Finding Your Way
The Films of Peter Weir

The Way Back

UK-USA-UAE 2010, 133 mins
Director: Peter Weir


With a night-time blizzard as cover, seven prisoners, caught up in Stalin’s Reign of Terror, escape a Soviet Gulag in 1940. They are now free men and, almost certainly, dead men… for their impending trek to safety defies any reasonable chance of success and the landscape they must cross is unforgiving.

With little food or equipment, and no certainty of their location or intended direction, they embark on a journey that will present unimaginable hardship and drama. Driven by base animal instincts – survival and fear – while relying on evolved human traits – compassion and trust – the group endures transformative experiences that are profound and abysmal, anguished and ecstatic. All the while, they abide by one unceasing mandate: keep moving, keep moving, keep moving…

Peter Weir says, ‘Our film is inspired by the Slavomir Rawicz novel, The Long Walk: The True Story of a Trek to Freedom, which I thought was a wonderful combination of a prison story and survival tale. We travel with our characters across four seasons, 12 months and some 10,000 kilometres, seeing how their behaviour and personalities are affected by such harsh circumstances. Self-reliance is a requisite in the Gulag, but on this trek the men will have to depend on each other and break down the walls each has built around himself, if any are to make it through alive.’
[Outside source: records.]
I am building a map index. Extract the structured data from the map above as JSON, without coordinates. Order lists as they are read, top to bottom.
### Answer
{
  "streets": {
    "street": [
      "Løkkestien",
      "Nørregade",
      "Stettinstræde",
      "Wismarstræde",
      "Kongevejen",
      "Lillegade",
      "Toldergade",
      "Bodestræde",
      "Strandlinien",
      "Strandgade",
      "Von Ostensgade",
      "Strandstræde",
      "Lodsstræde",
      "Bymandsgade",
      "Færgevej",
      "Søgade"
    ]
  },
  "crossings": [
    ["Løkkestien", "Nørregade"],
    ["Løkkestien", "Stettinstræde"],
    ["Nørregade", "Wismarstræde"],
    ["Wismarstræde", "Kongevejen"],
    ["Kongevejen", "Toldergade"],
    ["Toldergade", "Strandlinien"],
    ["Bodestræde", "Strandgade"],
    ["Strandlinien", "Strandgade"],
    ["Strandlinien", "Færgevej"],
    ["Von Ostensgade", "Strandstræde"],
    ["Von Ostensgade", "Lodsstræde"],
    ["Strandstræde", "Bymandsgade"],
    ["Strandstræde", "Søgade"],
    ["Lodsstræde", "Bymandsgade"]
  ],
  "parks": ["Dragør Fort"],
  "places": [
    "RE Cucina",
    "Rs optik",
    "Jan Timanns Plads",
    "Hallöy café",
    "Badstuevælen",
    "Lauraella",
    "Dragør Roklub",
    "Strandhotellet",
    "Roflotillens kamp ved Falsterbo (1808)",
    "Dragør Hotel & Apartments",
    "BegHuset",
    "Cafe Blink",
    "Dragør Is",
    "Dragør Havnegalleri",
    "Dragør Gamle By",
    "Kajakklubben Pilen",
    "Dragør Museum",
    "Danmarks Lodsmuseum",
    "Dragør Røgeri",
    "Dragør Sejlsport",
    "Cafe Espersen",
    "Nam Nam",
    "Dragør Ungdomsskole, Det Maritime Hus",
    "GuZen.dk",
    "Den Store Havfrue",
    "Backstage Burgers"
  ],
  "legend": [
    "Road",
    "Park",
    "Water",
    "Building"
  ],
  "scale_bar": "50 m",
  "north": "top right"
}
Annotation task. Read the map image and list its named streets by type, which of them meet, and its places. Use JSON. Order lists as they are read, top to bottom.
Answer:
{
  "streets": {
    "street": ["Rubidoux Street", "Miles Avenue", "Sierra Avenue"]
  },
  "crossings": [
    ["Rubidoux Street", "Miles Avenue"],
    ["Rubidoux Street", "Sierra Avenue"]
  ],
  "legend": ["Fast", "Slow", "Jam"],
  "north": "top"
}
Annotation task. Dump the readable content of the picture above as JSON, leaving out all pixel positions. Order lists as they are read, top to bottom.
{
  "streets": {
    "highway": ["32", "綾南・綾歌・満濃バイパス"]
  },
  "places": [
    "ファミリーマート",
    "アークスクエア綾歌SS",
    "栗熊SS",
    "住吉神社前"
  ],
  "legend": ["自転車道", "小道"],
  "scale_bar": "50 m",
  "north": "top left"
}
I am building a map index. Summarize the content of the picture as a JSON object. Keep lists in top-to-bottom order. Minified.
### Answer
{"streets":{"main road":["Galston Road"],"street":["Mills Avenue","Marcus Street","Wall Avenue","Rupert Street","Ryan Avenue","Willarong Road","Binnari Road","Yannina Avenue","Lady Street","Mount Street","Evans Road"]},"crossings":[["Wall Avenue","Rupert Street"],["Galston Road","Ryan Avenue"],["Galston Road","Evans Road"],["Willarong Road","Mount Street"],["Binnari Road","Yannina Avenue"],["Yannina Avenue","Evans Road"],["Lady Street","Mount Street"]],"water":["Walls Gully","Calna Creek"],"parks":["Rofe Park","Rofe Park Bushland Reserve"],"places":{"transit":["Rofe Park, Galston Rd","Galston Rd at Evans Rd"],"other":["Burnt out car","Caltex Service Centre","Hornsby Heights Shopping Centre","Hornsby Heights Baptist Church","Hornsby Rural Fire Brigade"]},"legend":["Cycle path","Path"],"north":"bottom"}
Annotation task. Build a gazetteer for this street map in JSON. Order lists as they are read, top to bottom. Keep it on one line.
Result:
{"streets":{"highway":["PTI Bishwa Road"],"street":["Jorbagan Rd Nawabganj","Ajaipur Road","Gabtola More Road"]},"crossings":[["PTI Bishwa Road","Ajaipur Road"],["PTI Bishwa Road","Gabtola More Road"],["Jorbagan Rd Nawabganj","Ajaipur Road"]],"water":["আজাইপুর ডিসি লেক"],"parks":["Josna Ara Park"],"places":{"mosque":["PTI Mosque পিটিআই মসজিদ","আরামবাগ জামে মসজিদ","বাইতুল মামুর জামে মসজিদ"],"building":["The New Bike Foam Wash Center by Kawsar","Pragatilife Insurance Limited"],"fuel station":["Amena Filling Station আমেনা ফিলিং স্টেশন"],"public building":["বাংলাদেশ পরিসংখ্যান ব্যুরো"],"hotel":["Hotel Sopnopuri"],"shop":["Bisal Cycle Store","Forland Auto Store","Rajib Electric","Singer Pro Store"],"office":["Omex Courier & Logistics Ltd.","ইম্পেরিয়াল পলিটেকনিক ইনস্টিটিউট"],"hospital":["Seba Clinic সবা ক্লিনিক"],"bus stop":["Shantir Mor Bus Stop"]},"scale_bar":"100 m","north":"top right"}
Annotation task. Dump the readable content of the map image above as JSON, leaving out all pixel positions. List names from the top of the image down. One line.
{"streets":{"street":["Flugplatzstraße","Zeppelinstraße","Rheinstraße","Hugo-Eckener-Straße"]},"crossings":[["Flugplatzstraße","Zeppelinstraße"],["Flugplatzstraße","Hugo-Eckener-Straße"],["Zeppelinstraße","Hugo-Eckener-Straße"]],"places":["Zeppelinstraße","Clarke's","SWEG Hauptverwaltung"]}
As in such acclaimed films as Master and Commander, The Truman Show, Fearless and Gallipoli, Weir again places human nature under the microscope of duress. Ordinary people are subjected to extraordinary events and environments, forcing them to peel away facades and peer inside themselves.

Says producer Joni Levin, ‘Peter is wonderfully adept at using compelling narratives to examine human behaviour. After many years of development, and continual hurdles on this project, it is thrilling and fortuitous that it wound up in the hands of the one director who can best tell the story.’

The narrative commences in the harsh confines of the Gulag before moving to the frozen forests of Siberia, the vast plains of Mongolia and the scorching torment of the Gobi Desert – the characters struggling against the elements and each other. Set against stunning geographical vistas, the plot centres around a young Polish outdoorsman, Janusz (Jim Sturgess), whose keen survival skills will make him the fugitives’ de facto leader.

An officer in the Polish cavalry, which was fighting the Nazis, Janusz is one of thousands of Polish soldiers imprisoned when the Soviet Red Army advanced into Poland from the east. Arrested as a spy for having come into contact with Germans, and for speaking English, Janusz is tortured, sentenced, and force-marched to Siberia. A signed statement from his wife, also extracted under torture, sealed his fate.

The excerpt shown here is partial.